I should level with you: I don’t like Rayman. The armless, charmless creation that launched Michel Ancel’s career has never sat right with me: something about his tuft of blonde hair, sat atop a smug grin, in games that never really moved the genre forward. So when asked to go check out the Origins preboot at London’s Eurogamer Expo my expectations were understandably low. Like many things in life — the taste of cold Chinese food for breakfast, Britney Spears’ greatest hits collection, the film What Women Want — I was genuinely shocked at just how brilliant something I’d previously written off was, the game showing incredibly well at the convention.
Where the title excels is in its careful selection of what made the first so well loved among fans, while removing the now archaic elements of the 16-year-old classic. Praised for its chunky and bright sprite work, Origins looks to live up to the legacy with some of the smoothest 2D animation seen to date, a Bluth-esque exaggeration to every movement, from the eponymous protagonist and his sidekick Globox, to the sickly and lanky fodder and screen-filling one-off enemies scattered across the Glade Of Dreams.
Even when not in motion, Rayman Origins looks superb. Each of the areas of this vertical slice representation featured thick and inky enemies upon multi-layered, globby oil paint backdrops, and no matter the environment shown, including jungle, desert, and dark cave, the style never seemed out of place. Put all this together with some snazzy particle effects, smart light sources, and the ability to show hundreds of moving sprites at one time, and the result is an interactive cartoon, a platformer whose visuals are somewhere between a high-quality Saturday morning kids show and the Disney features of yore. That may sound hyperbolic, but five minutes with the game and you’ll be a believer, too.
So it looks great, but how does it play? My biggest frustration with the first title — its nearest comparison — was unfair deaths through leap-of-faith moments combined with brutal difficulty that failed to adequately teach players how to overcome situations. The camera now has more freedom to move into a position to better show the play area, giving more than enough advanced warning of impending doom. Success doesn’t feel cheaply snatched away; the onus is now on the player to become better at the game. But without a doubt, Rayman Origins is still hard, hard, hard.
Hard? Hard! Kick-your-ass-if-you’re-not-paying-attention hard, though no challenge shown was completely insurmountable, with each attempt of a particularly tricky section, such as escaping the giant chomping jaws of some unspeakable horror, bringing Rayman closer to that photo finish. Literally: the finish is Rayman having his photograph taken in game, stood behind a humourous stand that one might find on a 1960s Blackpool beach.
Did I mention it was hard? Well as if to reinforce the issue there are also non-essential challenges to complete too, such as nabbing each collectable in the level, or special rooms like those seen at the bottom of Warp Pipes, each with a twist on the formula. A particular favorite I saw was one seemingly based on Angry Birds, using a spring board to launch Rayman at a series of structures with bad guys inside.
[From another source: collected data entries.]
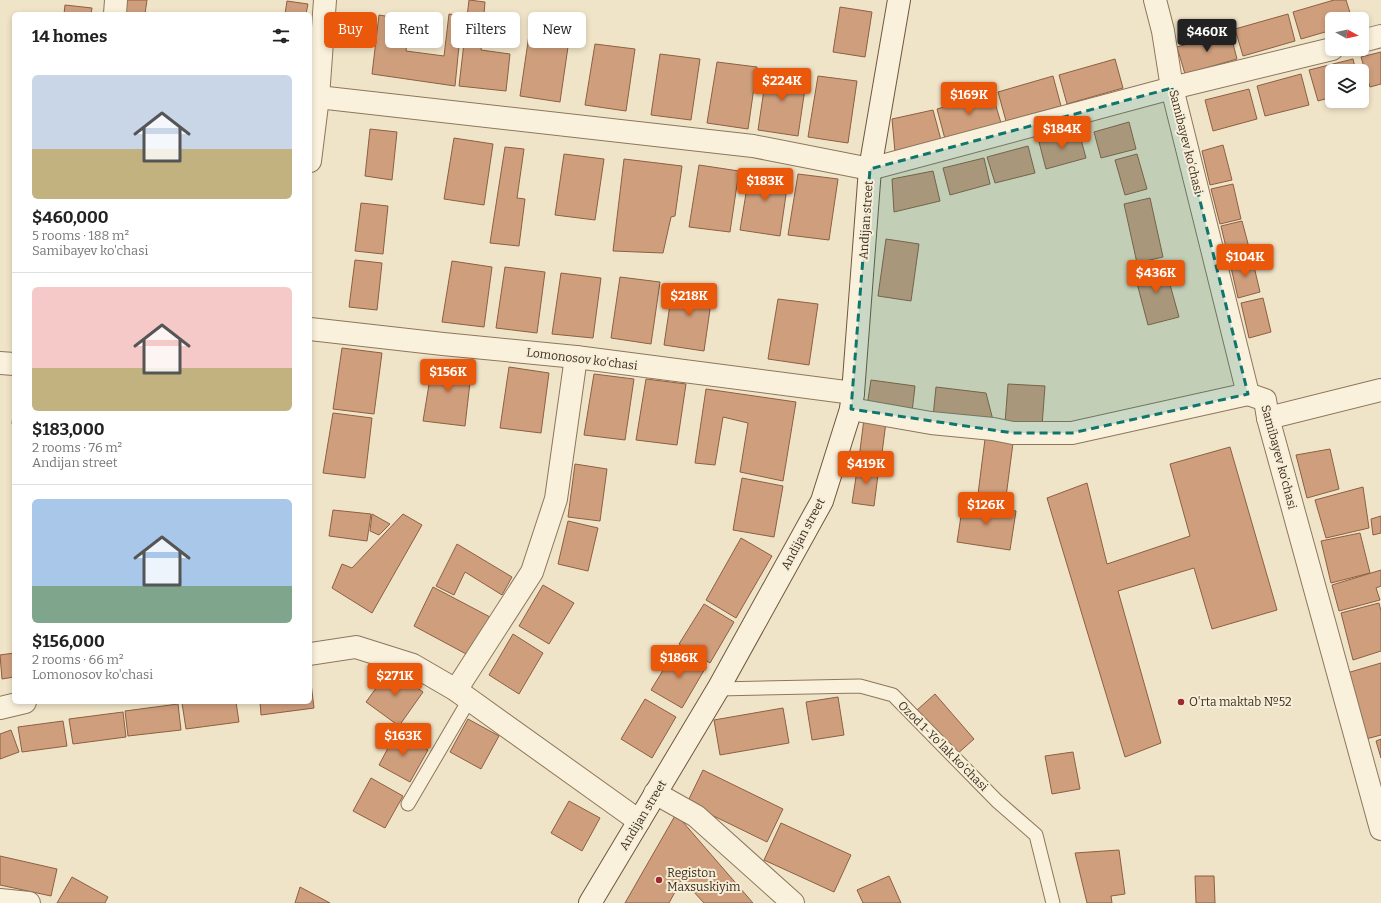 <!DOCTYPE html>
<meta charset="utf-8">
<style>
:root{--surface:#fff;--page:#f6f6f6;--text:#222;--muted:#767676;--line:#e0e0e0;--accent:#ea580c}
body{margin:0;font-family:Bitter,serif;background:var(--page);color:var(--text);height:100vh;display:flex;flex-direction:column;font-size:15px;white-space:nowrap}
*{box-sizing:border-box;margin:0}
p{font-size:13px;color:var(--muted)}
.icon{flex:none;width:22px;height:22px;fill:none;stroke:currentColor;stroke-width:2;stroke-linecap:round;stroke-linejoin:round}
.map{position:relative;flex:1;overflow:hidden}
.details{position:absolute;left:12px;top:12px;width:300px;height:692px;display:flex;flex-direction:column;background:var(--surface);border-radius:6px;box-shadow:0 2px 6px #0003}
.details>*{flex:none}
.banner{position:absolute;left:324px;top:12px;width:380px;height:36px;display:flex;gap:8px}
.needle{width:26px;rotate:98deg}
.buttons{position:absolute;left:1325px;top:12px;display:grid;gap:8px}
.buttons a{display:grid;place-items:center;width:44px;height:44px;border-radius:6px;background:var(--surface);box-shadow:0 2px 6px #0003;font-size:20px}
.price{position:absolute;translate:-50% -34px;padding:0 9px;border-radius:4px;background:var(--accent);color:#fff;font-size:13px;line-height:26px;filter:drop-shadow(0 1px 2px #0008)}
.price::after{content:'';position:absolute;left:50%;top:24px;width:12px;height:9px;margin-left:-6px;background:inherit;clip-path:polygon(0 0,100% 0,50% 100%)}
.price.current{background:#222;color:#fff}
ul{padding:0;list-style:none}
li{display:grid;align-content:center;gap:8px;height:212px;padding:0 20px}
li+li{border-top:1px solid var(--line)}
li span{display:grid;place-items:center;height:124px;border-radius:6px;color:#555}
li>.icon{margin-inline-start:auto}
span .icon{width:72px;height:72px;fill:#fffc;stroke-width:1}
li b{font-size:17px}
h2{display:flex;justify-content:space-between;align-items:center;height:48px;padding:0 20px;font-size:17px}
.tag{padding:0 14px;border-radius:6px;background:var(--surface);box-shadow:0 2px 6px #0003;font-size:14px;line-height:36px}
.tag.current{background:var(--accent);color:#fff}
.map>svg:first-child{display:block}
</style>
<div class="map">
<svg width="1381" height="903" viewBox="0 0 1381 903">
<rect width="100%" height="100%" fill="#f0e4c8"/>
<!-- building -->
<g fill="#cf9f7d" stroke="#8d5f41">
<polygon points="126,0 147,0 145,14 124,14"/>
<polygon points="469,0 485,2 481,50 510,54 506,91 459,86"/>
<polygon points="1334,0 1346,0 1352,19 1332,19 1332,30 1301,39 1293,12"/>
<polygon points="287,1 308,4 306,14 285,14"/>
<polygon points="65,5 92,8 91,14 64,14"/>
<polygon points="840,7 872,12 865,57 833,52"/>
<polygon points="449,14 462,16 455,86 372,74 379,15 409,20 406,51 444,56"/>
<polygon points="1288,14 1295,41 1243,56 1235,29"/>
<polygon points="1230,32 1237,59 1185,74 1177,47"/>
<polygon points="529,35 569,40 560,102 520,96"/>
<polygon points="595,44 635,49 626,111 585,105"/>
<polygon points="1381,52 1381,84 1370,87 1361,57"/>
<polygon points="660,54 700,59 691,120 651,115"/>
<polygon points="1115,59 1123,88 1067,104 1059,75"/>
<polygon points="1353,59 1356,71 1332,71 1332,97 1318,101 1309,70"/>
<polygon points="717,62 757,67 748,129 707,123"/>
<polygon points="767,69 807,75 798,136 758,130"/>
<polygon points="1301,74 1309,105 1265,116 1257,86"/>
<polygon points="818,76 857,81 848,143 808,137"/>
<polygon points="1053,76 1061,106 1006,121 998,92"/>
<polygon points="1249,89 1257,119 1213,131 1205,100"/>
<polygon points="992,93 1001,123 945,139 937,109"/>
<polygon points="933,110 941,140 895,152 892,119"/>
<polygon points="1129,122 1136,149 1101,158 1094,132"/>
<polygon points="370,129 397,132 392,180 365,176"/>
<polygon points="1079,132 1086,158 1046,169 1039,142"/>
<polygon points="454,138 493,144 484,205 444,199"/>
<polygon points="1223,145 1232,180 1210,185 1202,151"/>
<polygon points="1028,146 1035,173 995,183 987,157"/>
<polygon points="505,147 524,149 517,198 525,199 519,246 490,243"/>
<polygon points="564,154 604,159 595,220 555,215"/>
<polygon points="1137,154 1147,189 1125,195 1115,160"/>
<polygon points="984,158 990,184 950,195 943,168"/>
<polygon points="624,159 682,166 675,216 671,217 663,253 613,251"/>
<polygon points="699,165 739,171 730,232 689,227"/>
<polygon points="750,169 789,174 780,236 740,230"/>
<polygon points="933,171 940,201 894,212 892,179"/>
<polygon points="798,174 838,179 829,240 788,235"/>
<polygon points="1233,184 1241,219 1220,224 1211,189"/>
<polygon points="1150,198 1163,257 1137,263 1124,204"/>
<polygon points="361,203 388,206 383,254 355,251"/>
<polygon points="1242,221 1251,255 1229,260 1221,226"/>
<polygon points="886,239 919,244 911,301 878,296"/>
<polygon points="1252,258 1260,292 1238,298 1230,263"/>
<polygon points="355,260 382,263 377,310 349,307"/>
<polygon points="452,261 492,267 484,327 442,322"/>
<polygon points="1164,263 1179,317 1148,325 1134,272"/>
<polygon points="505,267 545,272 537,333 496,328"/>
<polygon points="561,273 601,278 593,338 552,334"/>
<polygon points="620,277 660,282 651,344 611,338"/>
<polygon points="673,284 713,289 704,351 664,345"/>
<polygon points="1263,298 1271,332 1249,338 1241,303"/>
<polygon points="778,299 818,304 809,365 768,359"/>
<polygon points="342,348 382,353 374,414 333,409"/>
<polygon points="433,360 472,365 465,426 423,421"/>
<polygon points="509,367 549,373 541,433 500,428"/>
<polygon points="594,374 634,379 625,440 584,435"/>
<polygon points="646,379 686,384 677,445 636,440"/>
<polygon points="871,380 915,386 912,412 867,406"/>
<polygon points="1008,384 1045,386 1042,426 1005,423"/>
<polygon points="936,387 986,393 994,424 933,417"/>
<polygon points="706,389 796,402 783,481 740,472 748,423 723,417 715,465 695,463"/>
<polygon points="14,404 14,424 12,424"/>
<polygon points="333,413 372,418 365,478 323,473"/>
<polygon points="864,419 886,422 881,461 859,458"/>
<polygon points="985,439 1013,443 1006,497 978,494"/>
<polygon points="1230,447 1277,610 1212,629 1194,568 1118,591 1161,743 1125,757 1047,498 1087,483 1107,564 1190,536 1170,464"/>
<polygon points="1330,449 1339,489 1307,498 1296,455"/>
<polygon points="575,464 607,469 600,521 568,517"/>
<polygon points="858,464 879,467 874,506 852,503"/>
<polygon points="742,478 783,486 774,537 733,530"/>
<polygon points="1363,487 1369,528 1326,538 1315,500"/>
<polygon points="963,503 1016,511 1010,550 957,542"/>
<polygon points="333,510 371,514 367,541 329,536"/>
<polygon points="372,514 390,524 379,535 370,531"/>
<polygon points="403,514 422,525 372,613 332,588 342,564 352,568"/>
<polygon points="1381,516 1381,533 1373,535 1371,519"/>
<polygon points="568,521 598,528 588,571 558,564"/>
<polygon points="1360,533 1370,573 1331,583 1321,541"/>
<polygon points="741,538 772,556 736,618 706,600"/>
<polygon points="457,544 512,577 502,595 465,572 454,595 436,586"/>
<polygon points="1381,570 1381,586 1376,588 1380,600 1339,611 1332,585"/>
<polygon points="543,585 574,603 549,644 519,626"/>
<polygon points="433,587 492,618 468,655 414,626"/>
<polygon points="1379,603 1381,611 1381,651 1353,660 1341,613"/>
<polygon points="704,604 734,622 710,663 679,644"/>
<polygon points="513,634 543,653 519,694 489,675"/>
<polygon points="676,649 706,667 682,708 651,690"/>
<polygon points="14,653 14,677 2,679 0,655"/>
<polygon points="1381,663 1381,735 1366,739 1347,673"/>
<polygon points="390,669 423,692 399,726 366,702"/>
<polygon points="310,683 311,683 314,708 261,715 260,702 310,702"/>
<polygon points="935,694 974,739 956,755 917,710"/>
<polygon points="838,697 844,735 812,740 806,702"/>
<polygon points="645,699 676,717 652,758 621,739"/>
<polygon points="192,702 236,702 239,722 186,729 182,703"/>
<polygon points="178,704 181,730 128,736 125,711"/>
<polygon points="783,708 789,743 720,755 714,720"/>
<polygon points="123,712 126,737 73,744 69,719"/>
<polygon points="468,719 499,736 481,769 450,752"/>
<polygon points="63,721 67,746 22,752 18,727"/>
<polygon points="11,730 19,752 0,759 0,734"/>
<polygon points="396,733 428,750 410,782 379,765"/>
<polygon points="1381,739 1381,758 1376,741"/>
<polygon points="1073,752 1080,789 1052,794 1045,756"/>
<polygon points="703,770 783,809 767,842 687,803"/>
<polygon points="371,778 403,796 385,828 353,811"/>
<polygon points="569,801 600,818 582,851 551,833"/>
<polygon points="676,814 753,903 704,903 682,879 669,903 625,903"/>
<polygon points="781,823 851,855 834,892 764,860"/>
<polygon points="1119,850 1125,894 1111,896 1112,903 1087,903 1075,853"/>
<polygon points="0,856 57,869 51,896 0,885"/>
<polygon points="889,876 901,903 863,903 857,890"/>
<polygon points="1195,876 1214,876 1215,903 1196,903"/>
<polygon points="72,877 108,897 105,903 57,903"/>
<polygon points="300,887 330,903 295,903"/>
</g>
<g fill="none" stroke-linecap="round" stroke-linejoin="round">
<!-- lane casing -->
<g stroke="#8d765c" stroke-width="15">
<g id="lane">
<polyline points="718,689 860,686 893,695 997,801 1036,835 1053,903"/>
<polyline points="408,804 469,700"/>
</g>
</g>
<!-- street casing -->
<g stroke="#8d765c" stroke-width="24">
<g id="street">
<polyline points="1155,0 1163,31 1172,88 1248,394 1265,400 1268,418 1381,829"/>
<polyline points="115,14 116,0"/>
<polyline points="1362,41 1381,36"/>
<polyline points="318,97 753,146 870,169 1172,88 1332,49"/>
<polyline points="310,161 318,97 325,0"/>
<polyline points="310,329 443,344 576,357 853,393"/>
<polyline points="0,363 14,364"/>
<polyline points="851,409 931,423 993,429 1013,433 1072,433 1248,394"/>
<polyline points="1268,418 1381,390"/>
<polyline points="310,654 356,647 413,665 456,690 639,821"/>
<polyline points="456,690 532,572 556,499 576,357"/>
<polyline points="0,708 25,702"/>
<polyline points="655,793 696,816 793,903"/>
<polyline points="0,900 29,903"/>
</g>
</g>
<!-- secondary casing -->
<g stroke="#6f573f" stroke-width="24">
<polyline id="secondary" points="590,903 718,689 822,501 851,409 853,393 870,169 899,0"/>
</g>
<!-- lane -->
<use href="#lane" stroke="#faf1dc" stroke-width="13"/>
<!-- street -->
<use href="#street" stroke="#faf1dc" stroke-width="22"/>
<!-- secondary -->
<use href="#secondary" stroke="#faf1dc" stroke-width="22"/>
</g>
<!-- marked area -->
<path fill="#0f766e" fill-opacity="0.2" stroke="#0f766e" stroke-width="3" stroke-dasharray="8 5" stroke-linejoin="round" d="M1172,88l76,306 -176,39h-59l-162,-24 19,-240z"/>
<!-- markers -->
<g fill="#9e2a2b" stroke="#f7eed8" stroke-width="1.5">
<circle cx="1181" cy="702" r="4"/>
<circle cx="659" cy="880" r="4"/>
</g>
<g text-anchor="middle" stroke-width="4" stroke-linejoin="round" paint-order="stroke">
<!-- street labels -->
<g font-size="12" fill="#3d2e20" stroke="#f7eed8">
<text transform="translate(1186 142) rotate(76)" y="4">Samibayev ko'chasi</text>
<text transform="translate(866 220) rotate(-86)" y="4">Andijan street</text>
<text transform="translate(582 359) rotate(7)" y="4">Lomonosov ko'chasi</text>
<text transform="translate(1279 457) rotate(75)" y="4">Samibayev ko'chasi</text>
<text transform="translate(803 534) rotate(-62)" y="4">Andijan street</text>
<text transform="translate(943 746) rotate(45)" y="4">Ozod 1-Yo'lak ko'chasi</text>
<text transform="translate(643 815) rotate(-59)" y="4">Andijan street</text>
</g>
<!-- poi labels -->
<g font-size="12" fill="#3d2e20" stroke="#f7eed8" text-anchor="start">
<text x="1189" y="706">O'rta maktab №52</text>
<text x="667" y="877">Registon<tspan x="667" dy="14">Maxsuskiyim</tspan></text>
</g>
</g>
</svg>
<div class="buttons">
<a><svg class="needle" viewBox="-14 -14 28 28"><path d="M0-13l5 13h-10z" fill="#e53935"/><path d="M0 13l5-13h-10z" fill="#767676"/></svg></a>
<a><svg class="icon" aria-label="layers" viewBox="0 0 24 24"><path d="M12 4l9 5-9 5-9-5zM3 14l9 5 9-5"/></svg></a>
</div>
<b class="price current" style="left:1207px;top:53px">$460K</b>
<b class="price" style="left:782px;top:102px">$224K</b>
<b class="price" style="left:969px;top:116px">$169K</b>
<b class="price" style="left:1062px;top:150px">$184K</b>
<b class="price" style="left:765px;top:202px">$183K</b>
<b class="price" style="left:1245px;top:278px">$104K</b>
<b class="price" style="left:1156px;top:294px">$436K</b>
<b class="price" style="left:689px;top:317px">$218K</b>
<b class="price" style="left:448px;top:393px">$156K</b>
<b class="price" style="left:866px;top:485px">$419K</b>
<b class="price" style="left:986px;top:526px">$126K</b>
<b class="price" style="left:679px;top:679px">$186K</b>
<b class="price" style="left:395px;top:697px">$271K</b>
<b class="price" style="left:403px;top:757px">$163K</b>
<div class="banner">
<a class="tag current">Buy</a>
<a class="tag">Rent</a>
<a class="tag">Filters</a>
<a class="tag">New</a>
</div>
<section class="details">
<h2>14 homes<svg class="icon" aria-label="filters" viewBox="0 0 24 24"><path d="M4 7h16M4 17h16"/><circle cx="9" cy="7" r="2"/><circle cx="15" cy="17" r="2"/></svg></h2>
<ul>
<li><span style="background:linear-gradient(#c9d6e8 60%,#c2b280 0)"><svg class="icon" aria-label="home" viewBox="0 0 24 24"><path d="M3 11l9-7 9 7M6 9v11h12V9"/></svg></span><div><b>$460,000</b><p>5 rooms · 188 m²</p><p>Samibayev ko'chasi</p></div></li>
<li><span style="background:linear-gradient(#f6c9c9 65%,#c2b280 0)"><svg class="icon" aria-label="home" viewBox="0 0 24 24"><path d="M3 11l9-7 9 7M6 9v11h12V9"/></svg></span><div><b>$183,000</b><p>2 rooms · 76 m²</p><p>Andijan street</p></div></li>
<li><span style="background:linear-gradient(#a9c7e8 70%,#7fa58c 0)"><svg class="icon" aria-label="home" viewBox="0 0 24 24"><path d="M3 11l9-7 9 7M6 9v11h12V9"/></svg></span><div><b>$156,000</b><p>2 rooms · 66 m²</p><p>Lomonosov ko'chasi</p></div></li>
</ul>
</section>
</div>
Alleviating the stress caused by the absolute precision required at times — such as hitting a platform no wider than the limbless one himself, or timing a run perfectly to escape certain death — is well pitched checkpointing. Screw up and it’s back a fair distance in the game, though never over such great distances as to seriously punish the player, instead making one work back through the last sixty seconds, improving and learning.
So color me surprised, whatever that color may be. Rayman Origins was my shock of the show, walking away from the lonely booth hidden at the back of the expo with a giant grin on my face and a mental note to put some cash to one side for its mid-November launch.